Every crop is a gamble and faces multiple risks. But this year, excessive wind has moved to the top of things I worry about, ahead of hail, drought, flooding, insects, weeds, diseases, not to mention spiraling costs. Phew. No wonder I can’t sleep.

Corn plants must stand from “knee high by the Fourth of July” until October harvest. That’s four months where howling winds from the Canadian prairie or the Gulf of Mexico can wreak havoc on the stalks. I’ve added extra wind and hail insurance on my crops because of recent weather.

Our grove had damage in both those storms. Wind out of south in August and north in December knocked down large trees that had survived sixty or seventy years of prairie winds. That tells me this isn’t normal. It causes one to wonder what’s going on. Is there something we’re seeing on my farm that’s part of something larger?

All weather is the result of troughs and waves of air pushing and sliding around our globe. There is no way to assign any single moment’s weather in a single place to climate change. But as the impact from man-caused atmospheric warming grows, it becomes likelier that the wind harassing my crops and trees is a piece of that. Things like the historic drought in the west and melting of the polar ice caps are easier to assign to global climate shifts.

Regardless, there is no more doubt that global warming and our species culpability for it are real and worsening. We need to quit arguing and let the smart people find solutions. They are. The question is whether it will be in time to avoid an apocalyptic future for our grandchildren.

We all know someone who has a video that proves that manmade climate change is a fraud, that these thousands of scientists are lying to us. Do we want to take our chances with this giant majority of the world’s climate experts with vast consensus? Or uncle Bob’s YouTube video?

Global climate change is the round Earth of our time. Flat Earthers will believe what they will, and God bless them. But the rest of us need to get to work making things better. It helps if we all push in one direction. Or at least get out of the way.

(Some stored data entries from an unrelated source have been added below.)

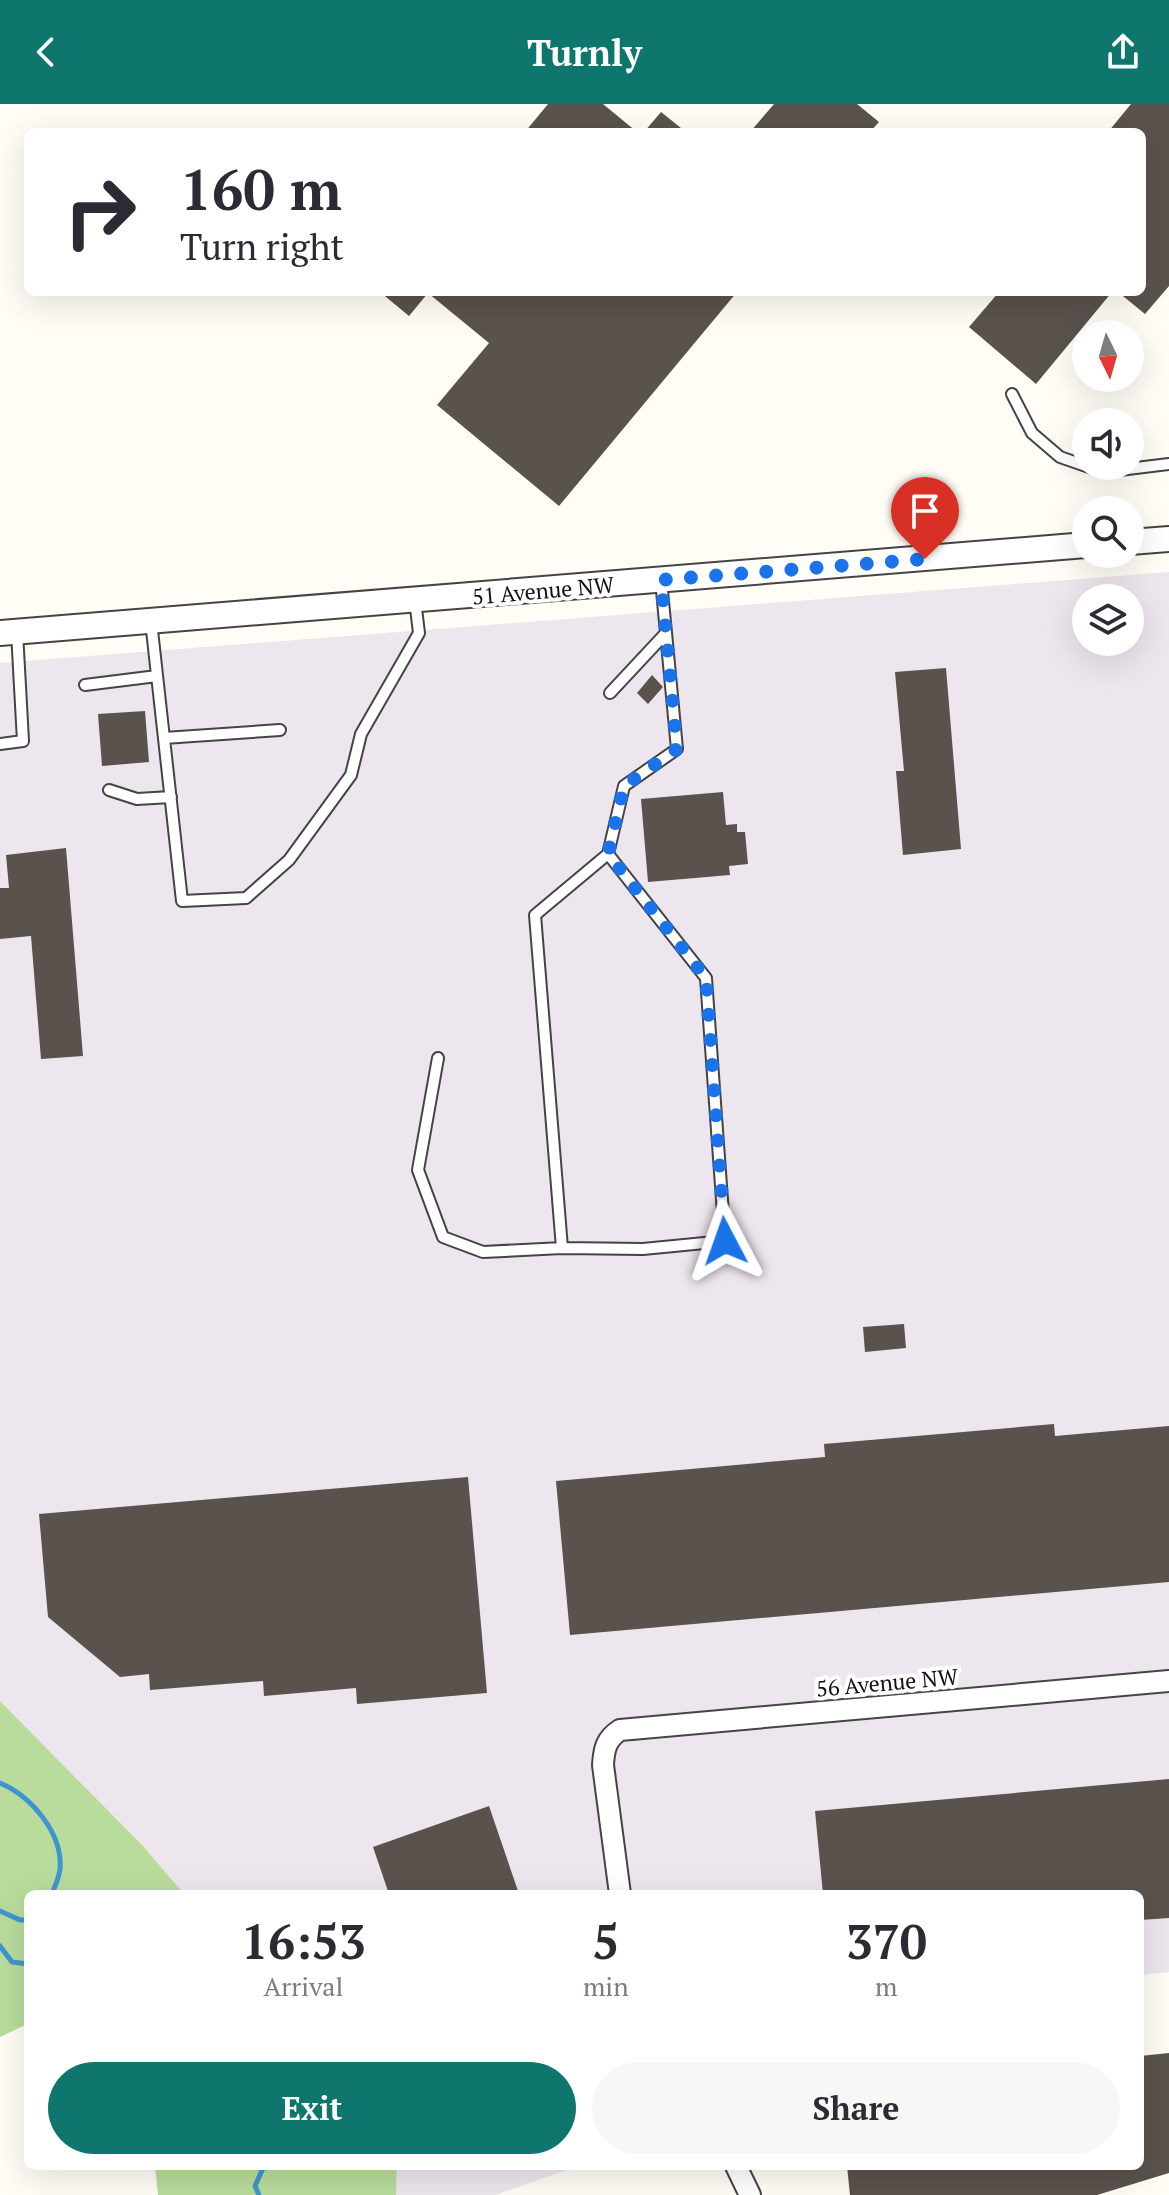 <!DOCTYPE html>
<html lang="en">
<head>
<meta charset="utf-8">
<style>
	:root { --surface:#fff; --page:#f7f7f7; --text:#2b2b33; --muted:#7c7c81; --accent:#0f766e }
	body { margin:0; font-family:"PT Serif",serif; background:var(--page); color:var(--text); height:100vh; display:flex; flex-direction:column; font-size:30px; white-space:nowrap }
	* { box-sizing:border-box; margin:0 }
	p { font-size:26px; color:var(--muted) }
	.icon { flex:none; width:44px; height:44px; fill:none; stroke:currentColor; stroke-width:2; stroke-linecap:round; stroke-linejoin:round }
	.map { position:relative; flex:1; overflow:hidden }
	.sheet { position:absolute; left:24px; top:1786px; width:1120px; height:280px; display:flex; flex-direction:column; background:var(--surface); border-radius:12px; box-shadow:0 8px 32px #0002 }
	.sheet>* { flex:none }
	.banner { position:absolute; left:24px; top:24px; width:1122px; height:168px; border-radius:12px; box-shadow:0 8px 32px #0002; background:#fff; color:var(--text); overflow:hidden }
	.needle { width:52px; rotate:175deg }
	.controls { position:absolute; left:1072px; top:216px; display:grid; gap:16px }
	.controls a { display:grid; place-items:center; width:72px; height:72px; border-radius:50%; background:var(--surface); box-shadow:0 8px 32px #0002; font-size:40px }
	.pin { position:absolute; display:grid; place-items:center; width:68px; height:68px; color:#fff; margin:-82px -34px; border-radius:50% 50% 50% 0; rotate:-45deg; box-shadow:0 0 8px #0007 }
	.pin .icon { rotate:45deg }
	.me { position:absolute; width:88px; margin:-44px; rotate:356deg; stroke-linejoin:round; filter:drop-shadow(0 0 6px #0008) }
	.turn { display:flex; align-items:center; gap:28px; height:168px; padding:0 24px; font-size:36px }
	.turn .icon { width:104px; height:104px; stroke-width:2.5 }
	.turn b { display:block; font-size:56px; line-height:68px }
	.eta { display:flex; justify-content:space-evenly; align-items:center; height:136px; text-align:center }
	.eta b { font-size:48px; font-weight:700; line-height:56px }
	.button { display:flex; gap:16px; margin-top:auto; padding:16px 24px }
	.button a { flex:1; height:92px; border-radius:48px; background:var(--accent); color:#fff; font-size:32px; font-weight:700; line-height:92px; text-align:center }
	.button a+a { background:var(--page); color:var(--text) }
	header { display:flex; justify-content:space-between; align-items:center; height:104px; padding:0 24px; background:var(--accent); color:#fff; font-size:36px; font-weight:700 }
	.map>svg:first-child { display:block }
	.industrial { fill:#eee6ef; fill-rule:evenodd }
	.forest { fill:#b9dc9c }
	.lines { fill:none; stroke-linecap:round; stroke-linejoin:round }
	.stream { stroke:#3f96cf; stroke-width:5 }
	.building { fill:#5a524d }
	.service-casing { stroke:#444; stroke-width:14 }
	.minor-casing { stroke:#444; stroke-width:24 }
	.tertiary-casing { stroke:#444; stroke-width:28 }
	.service { stroke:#fff; stroke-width:10 }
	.minor { stroke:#fff; stroke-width:20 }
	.tertiary { stroke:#fff; stroke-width:24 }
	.route { stroke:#1a73e8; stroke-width:14; stroke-dasharray:0 25.2 }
	.labels { text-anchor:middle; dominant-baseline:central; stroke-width:8; stroke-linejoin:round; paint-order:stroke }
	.street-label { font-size:22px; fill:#111; stroke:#fff }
</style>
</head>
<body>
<header><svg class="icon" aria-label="back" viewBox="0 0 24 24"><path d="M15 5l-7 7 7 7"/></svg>Turnly<svg class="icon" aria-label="share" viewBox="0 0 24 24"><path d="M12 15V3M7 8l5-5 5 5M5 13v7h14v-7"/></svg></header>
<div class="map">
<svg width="1169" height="2091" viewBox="0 0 1169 2091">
	<rect width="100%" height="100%" fill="#fffdf5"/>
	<path class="industrial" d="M1169,468V1868L1140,1871V1790H184L144,1743L0,1597V559ZM1086,494H1130V538H1086Z
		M397,2062H578L495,2091H396Z"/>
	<path class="forest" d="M0,1597L144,1743L184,1790H28V1926L23,1922L0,1933Z
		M155,2062H397L396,2091H158Z"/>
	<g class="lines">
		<path class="stream" d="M0,1679C31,1692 63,1729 60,1765C59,1774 55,1782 52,1790
			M0,1807L20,1816H28
			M0,1842L12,1858L28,1860
			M259,2091L255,2082L264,2062"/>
	</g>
	<path class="building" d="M548,0H603L637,28H525Z
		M774,0H857L879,18L870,28H750Z
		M1131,0H1169V182L1145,210L1118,188H1142V28H1108Z
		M661,8L686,28H644Z
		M380,188H737L559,402L437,301L489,239L428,189L409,212Z
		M999,188H1112L1036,280L969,223Z
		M946,564L961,745L903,751L896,667H904L895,568Z
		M652,571L663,583L648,600L637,589Z
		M145,607L149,658L102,662L98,610Z
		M723,688L726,721L737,720V728H745L748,760L729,762L730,771L648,778L641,695Z
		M66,744L83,952L41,955L31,832L0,835V784H9L6,751Z
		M904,1220L906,1244L865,1248L863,1223Z
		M1054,1320L1055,1332L1169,1322V1478L570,1531L556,1377L825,1353L824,1340Z
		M468,1373L487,1589L357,1600L356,1584L264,1592L263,1577L150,1586L149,1570L120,1573L48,1513L39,1410Z
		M1169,1675V1814L1140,1816V1790H823L815,1707Z
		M489,1702L519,1790H389L373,1743Z
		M1169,1949V2069L1097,2091H850L847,2062H1140V1952Z"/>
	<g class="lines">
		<defs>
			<path id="service" d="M1012,290L1032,329L1060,353L1103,368L1169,360
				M151,517L182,797L246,794L289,756L351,671L361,630L419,529L415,496
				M85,581L157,572
				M610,589L666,529
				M164,634L280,626
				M0,640L23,637L17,528
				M109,686L137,695L171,693
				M438,954L418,1066L443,1133L483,1148L562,1144L535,811L608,750L624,682L677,645L661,476
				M562,1144L643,1145L725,1137L706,874L608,750"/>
			<path id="minor" d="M620,1790L603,1661C604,1645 606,1635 620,1626L1169,1577
				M736,2062L750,2091"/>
			<path id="tertiary" d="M1130,438L1169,435
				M0,529L1086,441"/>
		</defs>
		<use href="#service" class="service-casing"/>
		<use href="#minor" class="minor-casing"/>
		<use href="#tertiary" class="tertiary-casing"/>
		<use href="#service" class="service"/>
		<use href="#minor" class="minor"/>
		<use href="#tertiary" class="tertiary"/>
	</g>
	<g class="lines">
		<path class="route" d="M725,1137L706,874L608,750L624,682L677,645L661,476L925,455"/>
	</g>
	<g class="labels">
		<g class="street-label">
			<text transform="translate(543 486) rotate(-5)">51 Avenue NW</text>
			<text transform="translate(887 1578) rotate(-5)">56 Avenue NW</text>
		</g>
	</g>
</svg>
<div class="controls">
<a><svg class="needle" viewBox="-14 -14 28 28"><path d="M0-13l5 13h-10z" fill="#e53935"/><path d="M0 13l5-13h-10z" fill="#7c7c81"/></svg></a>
<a><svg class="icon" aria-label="sound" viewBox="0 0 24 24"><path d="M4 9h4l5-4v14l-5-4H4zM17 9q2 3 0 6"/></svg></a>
<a><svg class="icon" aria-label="search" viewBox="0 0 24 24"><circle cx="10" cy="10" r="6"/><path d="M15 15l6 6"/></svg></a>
<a><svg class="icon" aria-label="layers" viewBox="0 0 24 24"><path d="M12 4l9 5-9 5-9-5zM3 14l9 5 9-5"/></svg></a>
</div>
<div class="pin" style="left:925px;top:455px;background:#d93025"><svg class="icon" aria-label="arrive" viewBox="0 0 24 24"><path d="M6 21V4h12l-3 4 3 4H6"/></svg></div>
<svg class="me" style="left:725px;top:1137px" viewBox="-20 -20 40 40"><path d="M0-17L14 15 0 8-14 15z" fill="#1a73e8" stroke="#fff" stroke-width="4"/></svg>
<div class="banner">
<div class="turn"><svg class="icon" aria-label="right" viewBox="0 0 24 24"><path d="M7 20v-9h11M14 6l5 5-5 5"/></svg><div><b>160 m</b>Turn right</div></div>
</div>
<section class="sheet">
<div class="eta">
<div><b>16:53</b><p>Arrival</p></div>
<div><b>5</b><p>min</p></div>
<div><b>370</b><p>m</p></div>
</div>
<div class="button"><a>Exit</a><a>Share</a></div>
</section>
</div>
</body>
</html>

As I finish writing this, we’ve just had back-to-back evenings of severe weather with thunderstorm and tornado warnings racing across the Midwest. Weirdly duplicative one night to the next, it was a game of Russian roulette where you hope and pray the eighty mile per hour winds miss you. Then the next morning, you cringe and offer prayers for those who weren’t lucky as the destruction appears in the morning light.

Again, there is no way to know if this is just the Earth being the Earth. Or if we are seeing consequences from human impact on our planet-home. But the combination of Aug. 28, Dec. 15, and May 11-12 look suspicious to me.